If the catalogue closes this week and you are sitting at mistake fifteen, the answer is not "ship anyway and apologise in spring." The answer is: pull the AI line from the autumn catalogue and ship a smaller, true thing in its place. Your strongest living author's next title, say, with an editorial-assist agent helping her structure and fact-check, running on Tier 1 and Tier 2 fixes only.
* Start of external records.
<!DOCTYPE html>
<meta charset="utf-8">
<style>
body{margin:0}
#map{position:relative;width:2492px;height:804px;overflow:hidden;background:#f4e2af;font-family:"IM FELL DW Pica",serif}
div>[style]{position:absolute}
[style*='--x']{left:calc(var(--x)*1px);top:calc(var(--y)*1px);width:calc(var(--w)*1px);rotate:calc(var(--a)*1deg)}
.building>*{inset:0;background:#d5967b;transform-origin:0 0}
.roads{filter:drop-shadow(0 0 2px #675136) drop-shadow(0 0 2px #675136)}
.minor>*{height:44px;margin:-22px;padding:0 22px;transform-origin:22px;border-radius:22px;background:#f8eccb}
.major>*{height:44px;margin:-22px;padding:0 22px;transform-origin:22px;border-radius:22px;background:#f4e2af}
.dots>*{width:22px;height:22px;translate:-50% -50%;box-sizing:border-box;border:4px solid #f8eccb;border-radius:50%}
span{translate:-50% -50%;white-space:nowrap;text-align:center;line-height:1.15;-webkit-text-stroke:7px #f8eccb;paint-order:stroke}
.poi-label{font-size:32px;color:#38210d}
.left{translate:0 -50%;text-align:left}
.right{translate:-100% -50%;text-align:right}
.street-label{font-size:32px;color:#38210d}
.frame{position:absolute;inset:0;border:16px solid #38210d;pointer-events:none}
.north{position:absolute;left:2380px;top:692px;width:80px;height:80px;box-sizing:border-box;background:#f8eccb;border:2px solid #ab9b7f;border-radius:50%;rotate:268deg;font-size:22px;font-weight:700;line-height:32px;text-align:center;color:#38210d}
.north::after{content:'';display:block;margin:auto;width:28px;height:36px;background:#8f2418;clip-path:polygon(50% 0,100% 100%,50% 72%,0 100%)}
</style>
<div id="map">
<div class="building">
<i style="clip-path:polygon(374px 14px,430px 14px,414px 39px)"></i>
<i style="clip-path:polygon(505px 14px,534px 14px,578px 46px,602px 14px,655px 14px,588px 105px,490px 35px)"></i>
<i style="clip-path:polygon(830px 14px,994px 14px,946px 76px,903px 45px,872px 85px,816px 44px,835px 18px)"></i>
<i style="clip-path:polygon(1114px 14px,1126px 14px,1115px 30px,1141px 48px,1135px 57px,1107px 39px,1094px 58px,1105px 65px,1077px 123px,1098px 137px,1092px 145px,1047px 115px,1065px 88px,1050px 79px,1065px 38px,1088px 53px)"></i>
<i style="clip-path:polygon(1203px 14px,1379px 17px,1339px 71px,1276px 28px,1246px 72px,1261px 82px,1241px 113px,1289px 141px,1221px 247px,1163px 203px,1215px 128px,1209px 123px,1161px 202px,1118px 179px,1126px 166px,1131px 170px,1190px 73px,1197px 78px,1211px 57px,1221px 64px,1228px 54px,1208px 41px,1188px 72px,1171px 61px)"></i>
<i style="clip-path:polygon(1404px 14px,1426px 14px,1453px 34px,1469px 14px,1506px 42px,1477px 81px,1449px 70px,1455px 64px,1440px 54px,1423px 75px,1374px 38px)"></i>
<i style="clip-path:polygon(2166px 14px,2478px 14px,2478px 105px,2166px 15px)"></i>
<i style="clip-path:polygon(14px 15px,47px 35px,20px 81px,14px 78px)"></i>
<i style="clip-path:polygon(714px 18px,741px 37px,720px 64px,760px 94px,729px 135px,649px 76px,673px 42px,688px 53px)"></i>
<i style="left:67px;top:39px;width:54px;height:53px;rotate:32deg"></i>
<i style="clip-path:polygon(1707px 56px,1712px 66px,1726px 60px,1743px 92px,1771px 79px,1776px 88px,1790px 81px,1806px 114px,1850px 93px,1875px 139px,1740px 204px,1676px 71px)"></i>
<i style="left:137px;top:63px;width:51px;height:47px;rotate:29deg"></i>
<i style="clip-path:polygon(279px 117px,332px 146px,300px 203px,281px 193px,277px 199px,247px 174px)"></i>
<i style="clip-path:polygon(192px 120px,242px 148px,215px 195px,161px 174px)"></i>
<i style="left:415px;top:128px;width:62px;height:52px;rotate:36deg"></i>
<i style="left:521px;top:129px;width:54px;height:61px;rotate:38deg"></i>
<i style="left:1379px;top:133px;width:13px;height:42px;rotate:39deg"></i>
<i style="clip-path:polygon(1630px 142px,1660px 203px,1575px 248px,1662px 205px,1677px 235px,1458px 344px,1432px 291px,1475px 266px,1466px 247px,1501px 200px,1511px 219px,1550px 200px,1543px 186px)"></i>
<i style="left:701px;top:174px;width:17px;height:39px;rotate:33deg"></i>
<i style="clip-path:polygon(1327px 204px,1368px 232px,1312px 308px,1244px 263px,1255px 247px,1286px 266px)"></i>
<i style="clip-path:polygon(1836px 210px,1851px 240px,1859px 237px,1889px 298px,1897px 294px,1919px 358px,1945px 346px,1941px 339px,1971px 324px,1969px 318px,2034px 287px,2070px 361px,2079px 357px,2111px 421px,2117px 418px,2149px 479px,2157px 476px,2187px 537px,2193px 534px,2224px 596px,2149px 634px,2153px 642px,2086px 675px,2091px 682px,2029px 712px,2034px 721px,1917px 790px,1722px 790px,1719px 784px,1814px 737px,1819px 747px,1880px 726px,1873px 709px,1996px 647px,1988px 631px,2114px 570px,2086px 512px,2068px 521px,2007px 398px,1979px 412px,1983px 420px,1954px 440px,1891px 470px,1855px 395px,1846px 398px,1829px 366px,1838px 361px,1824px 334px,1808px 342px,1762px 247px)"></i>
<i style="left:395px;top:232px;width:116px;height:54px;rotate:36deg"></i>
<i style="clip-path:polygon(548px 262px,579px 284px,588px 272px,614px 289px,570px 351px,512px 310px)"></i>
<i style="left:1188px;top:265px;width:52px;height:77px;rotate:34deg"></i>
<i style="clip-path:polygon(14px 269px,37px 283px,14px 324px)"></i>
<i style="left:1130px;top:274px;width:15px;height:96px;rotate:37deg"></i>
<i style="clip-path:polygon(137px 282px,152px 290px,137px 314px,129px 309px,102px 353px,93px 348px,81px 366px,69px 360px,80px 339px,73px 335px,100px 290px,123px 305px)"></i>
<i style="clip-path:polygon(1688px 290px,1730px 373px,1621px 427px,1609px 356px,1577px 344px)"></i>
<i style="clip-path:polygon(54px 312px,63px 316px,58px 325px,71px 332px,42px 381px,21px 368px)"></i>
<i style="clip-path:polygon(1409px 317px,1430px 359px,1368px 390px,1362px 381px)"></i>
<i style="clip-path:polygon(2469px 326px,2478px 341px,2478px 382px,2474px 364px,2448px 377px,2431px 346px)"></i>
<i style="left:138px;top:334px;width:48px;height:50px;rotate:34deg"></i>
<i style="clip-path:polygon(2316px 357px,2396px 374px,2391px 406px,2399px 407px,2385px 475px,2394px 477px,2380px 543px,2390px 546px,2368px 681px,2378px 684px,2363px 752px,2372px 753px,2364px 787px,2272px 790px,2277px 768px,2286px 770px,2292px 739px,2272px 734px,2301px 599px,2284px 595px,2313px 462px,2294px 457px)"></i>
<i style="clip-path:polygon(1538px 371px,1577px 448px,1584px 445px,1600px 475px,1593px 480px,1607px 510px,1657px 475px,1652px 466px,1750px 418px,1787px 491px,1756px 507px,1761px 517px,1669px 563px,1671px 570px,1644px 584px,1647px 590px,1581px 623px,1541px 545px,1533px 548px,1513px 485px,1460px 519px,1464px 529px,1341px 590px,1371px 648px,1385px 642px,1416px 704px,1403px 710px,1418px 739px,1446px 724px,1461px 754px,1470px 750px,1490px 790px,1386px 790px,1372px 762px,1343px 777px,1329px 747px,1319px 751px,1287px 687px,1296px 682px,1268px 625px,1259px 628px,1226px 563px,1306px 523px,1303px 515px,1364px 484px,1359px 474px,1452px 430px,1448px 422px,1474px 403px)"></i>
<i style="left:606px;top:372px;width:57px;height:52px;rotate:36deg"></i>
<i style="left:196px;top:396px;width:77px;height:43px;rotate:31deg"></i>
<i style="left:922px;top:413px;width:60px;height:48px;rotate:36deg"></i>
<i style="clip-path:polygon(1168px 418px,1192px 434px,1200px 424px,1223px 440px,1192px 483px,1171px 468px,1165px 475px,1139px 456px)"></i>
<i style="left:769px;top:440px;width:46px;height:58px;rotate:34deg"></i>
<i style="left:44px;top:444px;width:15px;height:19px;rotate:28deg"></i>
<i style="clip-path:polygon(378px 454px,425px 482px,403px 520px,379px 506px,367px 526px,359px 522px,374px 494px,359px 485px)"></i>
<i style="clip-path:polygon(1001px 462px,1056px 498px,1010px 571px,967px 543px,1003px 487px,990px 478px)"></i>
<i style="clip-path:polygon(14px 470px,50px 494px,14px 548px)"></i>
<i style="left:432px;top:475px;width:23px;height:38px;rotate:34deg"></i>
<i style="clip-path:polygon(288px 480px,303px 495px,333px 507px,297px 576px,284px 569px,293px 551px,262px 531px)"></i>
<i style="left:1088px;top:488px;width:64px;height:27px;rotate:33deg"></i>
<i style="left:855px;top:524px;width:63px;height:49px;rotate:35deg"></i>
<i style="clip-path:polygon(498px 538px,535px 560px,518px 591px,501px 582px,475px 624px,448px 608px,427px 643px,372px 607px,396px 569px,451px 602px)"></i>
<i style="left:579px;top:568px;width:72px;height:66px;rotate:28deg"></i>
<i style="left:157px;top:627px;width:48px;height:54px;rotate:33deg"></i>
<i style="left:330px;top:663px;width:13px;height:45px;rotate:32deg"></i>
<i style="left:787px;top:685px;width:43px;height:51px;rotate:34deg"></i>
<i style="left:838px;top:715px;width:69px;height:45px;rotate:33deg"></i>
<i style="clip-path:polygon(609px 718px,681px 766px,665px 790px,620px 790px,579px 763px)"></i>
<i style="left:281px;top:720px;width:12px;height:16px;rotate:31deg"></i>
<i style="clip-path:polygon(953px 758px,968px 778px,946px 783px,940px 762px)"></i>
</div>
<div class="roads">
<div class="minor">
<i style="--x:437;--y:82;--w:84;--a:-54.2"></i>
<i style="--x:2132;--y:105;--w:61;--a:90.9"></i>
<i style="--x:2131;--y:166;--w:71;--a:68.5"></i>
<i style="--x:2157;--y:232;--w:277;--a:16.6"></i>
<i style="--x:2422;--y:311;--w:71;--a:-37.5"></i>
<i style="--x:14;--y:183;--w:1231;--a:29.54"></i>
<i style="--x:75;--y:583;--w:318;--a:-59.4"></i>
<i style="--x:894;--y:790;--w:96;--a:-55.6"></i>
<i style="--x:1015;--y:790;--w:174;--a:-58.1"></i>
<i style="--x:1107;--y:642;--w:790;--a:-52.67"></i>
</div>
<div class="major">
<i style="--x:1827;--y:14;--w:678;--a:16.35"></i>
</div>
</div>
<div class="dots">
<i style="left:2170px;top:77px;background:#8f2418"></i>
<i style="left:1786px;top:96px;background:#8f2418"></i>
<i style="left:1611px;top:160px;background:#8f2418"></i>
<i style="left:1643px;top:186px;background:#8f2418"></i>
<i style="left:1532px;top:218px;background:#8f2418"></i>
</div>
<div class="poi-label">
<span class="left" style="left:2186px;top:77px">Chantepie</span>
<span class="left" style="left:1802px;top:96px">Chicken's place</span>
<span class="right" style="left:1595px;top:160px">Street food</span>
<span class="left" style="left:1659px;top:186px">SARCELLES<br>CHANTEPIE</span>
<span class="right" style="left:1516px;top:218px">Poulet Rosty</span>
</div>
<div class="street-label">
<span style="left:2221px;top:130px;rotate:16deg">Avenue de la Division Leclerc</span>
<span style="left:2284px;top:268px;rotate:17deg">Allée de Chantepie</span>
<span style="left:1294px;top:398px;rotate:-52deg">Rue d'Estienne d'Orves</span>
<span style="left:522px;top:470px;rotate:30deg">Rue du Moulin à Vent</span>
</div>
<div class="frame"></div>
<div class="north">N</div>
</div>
This is a less exciting board update than "we have launched an AI imprint." It is also a board update you can give again next year, with the same author still under contract.

The five-minute audit

Before you do anything else, open the system prompt your team is using and check three things. Does it contain real example paragraphs from a real author in your house? Does it cap chapter length? Does it tell the model what register and reading level the output is for? If any of those three is missing, you're in Tier 1 territory and you can move the agent's output quality by 30% in the next hour. If they are all present and the output is still flat, the problem is in Tier 2 or Tier 3, and the rest of this guide is your map.

When we built an editorial-assist agent for a Dutch nonfiction publisher last spring, the thing we ran into was mistake 16: the corpus was Dutch, the embeddings were English, retrieval was returning nothing useful, and the CTO had concluded the technology didn't work. We re-embedded with a multilingual model over a weekend, kept the rest of the pipeline, and the same agent started returning the paragraph you actually wanted — the architecture sits on our AI agents page.

Open your system prompt. Find the word "authoritative." Delete it. Paste in three paragraphs from your author. That is today's work.

Key takeaway

Most AI nonfiction failures are prompt-level mistakes a redacteur can fix in an hour. Only a handful force a full corpus rebuild — know which is which before Friday.

FAQ

Should a sub-€18M Dutch publisher still launch an AI nonfiction line in 2026?

Not as a standalone imprint. As an editorial-assist layer behind your living authors, yes. The economics work; the brand risk of ghostwritten frontlist does not.

Why does the Dutch-language corpus matter so much?

Most embedding and reasoning models are tuned primarily on English. If your corpus is 90% Dutch and your model is not multilingual, retrieval is weak and the agent looks broken when the real problem is the index.

Which of the seventeen mistakes can a redacteur fix without a developer?

All five Tier 1 mistakes and parts of Tier 2 — anything that lives in the system prompt or the editorial review step. Tier 3 needs engineering.

What's the smallest useful editorial-assist agent worth building this quarter?

A research-and-structure agent for one living author: it surfaces claims, finds contradictions, drafts an outline. The author writes the prose. Three weeks of work, no corpus rebuild.

How do we handle the EU AI Act for AI-generated nonfiction?

Log per-paragraph provenance: which chunks were retrieved, which prompts ran, which model versions produced the text. Keep licensed and unlicensed sources in separate indices with hard access controls.